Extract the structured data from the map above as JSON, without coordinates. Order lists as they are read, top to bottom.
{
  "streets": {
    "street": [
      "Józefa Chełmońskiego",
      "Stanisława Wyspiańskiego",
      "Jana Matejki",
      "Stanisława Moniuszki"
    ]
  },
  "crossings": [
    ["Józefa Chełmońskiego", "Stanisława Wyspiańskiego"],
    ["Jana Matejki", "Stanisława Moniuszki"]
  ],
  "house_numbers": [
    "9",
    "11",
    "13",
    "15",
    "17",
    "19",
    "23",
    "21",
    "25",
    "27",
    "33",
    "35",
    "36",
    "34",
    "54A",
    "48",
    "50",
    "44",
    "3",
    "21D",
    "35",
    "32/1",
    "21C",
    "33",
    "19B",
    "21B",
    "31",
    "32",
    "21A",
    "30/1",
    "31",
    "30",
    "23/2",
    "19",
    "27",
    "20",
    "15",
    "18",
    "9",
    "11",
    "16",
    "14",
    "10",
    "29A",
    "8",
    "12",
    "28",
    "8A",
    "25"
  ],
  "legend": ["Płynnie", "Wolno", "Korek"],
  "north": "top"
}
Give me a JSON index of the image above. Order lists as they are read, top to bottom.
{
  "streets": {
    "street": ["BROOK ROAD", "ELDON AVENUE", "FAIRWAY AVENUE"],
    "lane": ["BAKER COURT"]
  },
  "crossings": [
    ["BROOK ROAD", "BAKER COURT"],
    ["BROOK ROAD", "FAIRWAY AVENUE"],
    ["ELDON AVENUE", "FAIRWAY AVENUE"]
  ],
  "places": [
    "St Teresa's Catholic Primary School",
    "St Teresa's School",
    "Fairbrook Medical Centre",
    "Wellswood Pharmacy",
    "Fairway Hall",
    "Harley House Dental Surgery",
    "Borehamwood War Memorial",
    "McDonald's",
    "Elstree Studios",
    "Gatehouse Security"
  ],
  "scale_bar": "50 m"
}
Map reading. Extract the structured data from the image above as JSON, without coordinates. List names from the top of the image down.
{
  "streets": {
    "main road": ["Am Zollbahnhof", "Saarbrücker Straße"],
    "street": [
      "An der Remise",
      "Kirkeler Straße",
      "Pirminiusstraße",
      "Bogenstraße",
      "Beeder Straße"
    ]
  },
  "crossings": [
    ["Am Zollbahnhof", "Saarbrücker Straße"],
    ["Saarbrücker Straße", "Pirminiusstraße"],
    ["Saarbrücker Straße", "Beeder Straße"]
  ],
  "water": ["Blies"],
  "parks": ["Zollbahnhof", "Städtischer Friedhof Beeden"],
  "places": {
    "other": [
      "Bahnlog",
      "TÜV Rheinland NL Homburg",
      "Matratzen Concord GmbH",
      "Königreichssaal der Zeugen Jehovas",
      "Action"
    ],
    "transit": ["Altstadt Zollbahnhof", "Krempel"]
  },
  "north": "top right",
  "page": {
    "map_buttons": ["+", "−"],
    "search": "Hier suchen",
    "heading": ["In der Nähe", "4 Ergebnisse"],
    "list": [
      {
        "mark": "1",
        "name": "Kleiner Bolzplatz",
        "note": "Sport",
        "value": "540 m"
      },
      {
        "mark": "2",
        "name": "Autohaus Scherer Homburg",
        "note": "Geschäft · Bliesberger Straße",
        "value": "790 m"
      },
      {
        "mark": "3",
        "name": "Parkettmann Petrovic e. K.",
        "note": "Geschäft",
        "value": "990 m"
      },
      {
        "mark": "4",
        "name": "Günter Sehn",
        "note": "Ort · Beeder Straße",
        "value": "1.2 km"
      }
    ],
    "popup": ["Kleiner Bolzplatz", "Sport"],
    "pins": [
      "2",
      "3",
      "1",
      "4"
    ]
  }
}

Action item: Your response should be made up of the lines in the data that contain the word "ELDON".

Solution to this exercise:
    "street": ["BROOK ROAD", "ELDON AVENUE", "FAIRWAY AVENUE"],
    ["ELDON AVENUE", "FAIRWAY AVENUE"]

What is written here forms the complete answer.